Report the number of lines in these entries that contain "SWIFT". Write only the number.

• _RECORDED INFORMATION_

################

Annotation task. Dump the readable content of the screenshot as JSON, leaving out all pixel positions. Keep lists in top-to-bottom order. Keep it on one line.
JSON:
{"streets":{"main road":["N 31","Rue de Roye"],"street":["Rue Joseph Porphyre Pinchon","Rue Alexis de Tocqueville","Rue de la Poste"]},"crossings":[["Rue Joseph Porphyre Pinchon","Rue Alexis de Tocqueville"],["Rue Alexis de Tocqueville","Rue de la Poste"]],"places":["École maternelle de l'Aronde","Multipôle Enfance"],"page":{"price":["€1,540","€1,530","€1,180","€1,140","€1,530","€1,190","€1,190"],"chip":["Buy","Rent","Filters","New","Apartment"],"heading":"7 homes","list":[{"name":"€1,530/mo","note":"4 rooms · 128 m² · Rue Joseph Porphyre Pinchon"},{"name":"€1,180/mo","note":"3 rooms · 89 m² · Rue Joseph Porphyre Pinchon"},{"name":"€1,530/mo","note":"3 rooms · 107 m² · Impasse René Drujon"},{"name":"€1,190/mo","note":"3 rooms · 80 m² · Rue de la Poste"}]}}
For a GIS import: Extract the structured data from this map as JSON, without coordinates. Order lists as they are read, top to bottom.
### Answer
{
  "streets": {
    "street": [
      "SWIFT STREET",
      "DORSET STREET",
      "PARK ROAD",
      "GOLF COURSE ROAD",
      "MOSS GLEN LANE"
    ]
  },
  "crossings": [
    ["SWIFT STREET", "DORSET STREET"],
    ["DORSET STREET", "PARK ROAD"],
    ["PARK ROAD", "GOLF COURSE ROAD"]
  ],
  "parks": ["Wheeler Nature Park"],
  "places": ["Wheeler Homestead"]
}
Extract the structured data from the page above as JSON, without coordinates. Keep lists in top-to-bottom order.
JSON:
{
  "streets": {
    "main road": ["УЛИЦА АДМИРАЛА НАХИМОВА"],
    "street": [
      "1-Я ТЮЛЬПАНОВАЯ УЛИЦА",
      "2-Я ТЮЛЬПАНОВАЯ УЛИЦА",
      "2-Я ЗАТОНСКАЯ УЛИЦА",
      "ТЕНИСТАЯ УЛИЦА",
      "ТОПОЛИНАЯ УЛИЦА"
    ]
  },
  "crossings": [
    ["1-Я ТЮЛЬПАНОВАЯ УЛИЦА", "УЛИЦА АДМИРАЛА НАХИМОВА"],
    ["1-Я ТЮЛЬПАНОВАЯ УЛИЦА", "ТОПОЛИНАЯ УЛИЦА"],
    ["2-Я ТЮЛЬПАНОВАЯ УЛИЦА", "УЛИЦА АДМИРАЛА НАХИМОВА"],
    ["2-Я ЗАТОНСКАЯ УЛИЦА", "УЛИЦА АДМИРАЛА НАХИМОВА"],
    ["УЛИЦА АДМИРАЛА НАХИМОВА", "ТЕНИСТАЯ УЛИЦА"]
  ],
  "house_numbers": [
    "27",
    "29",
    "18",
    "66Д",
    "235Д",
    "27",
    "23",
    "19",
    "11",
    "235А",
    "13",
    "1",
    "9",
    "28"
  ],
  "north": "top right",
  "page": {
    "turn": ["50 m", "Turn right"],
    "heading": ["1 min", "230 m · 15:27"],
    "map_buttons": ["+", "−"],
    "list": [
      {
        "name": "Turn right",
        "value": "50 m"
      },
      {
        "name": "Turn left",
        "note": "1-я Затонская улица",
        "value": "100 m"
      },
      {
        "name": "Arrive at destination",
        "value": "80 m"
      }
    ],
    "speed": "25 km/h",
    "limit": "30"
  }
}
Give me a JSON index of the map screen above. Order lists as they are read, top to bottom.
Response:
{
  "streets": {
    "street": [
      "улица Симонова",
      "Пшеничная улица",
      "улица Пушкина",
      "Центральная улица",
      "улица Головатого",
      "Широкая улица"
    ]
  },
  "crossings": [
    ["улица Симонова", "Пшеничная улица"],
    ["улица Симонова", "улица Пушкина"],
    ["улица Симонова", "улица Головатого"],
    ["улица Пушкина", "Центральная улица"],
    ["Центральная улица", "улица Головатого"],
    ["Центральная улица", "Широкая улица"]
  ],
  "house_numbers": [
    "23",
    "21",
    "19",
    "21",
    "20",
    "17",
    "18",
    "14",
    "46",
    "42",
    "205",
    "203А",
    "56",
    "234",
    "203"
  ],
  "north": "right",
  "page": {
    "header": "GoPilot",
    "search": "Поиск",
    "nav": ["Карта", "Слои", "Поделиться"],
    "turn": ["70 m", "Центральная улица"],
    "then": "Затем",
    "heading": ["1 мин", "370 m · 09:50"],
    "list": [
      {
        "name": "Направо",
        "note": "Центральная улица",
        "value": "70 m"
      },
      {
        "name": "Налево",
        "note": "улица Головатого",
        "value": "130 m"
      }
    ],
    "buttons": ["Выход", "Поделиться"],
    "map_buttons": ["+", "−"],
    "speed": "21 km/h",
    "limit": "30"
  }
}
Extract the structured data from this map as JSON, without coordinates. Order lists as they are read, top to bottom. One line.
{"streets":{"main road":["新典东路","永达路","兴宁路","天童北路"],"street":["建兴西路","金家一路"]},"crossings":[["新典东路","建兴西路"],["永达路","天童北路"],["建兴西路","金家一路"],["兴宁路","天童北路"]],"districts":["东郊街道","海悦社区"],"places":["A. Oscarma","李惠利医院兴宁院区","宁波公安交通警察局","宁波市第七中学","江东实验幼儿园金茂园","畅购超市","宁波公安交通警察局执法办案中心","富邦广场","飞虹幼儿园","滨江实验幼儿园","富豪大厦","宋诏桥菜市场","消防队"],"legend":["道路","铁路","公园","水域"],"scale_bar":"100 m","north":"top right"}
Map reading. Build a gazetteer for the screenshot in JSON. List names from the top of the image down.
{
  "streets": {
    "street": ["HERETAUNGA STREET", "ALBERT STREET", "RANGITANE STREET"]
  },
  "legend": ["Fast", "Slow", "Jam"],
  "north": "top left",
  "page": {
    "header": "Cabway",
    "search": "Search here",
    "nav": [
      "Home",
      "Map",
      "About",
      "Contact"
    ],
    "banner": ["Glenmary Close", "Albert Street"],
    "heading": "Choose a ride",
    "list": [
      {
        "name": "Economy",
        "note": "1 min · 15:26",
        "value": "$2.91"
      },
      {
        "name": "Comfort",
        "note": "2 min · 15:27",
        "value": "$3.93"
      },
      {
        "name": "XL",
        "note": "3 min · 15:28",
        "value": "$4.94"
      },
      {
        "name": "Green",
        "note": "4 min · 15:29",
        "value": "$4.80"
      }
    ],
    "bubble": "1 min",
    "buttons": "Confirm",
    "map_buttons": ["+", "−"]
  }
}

################

• _YOUR RESPONSE_
2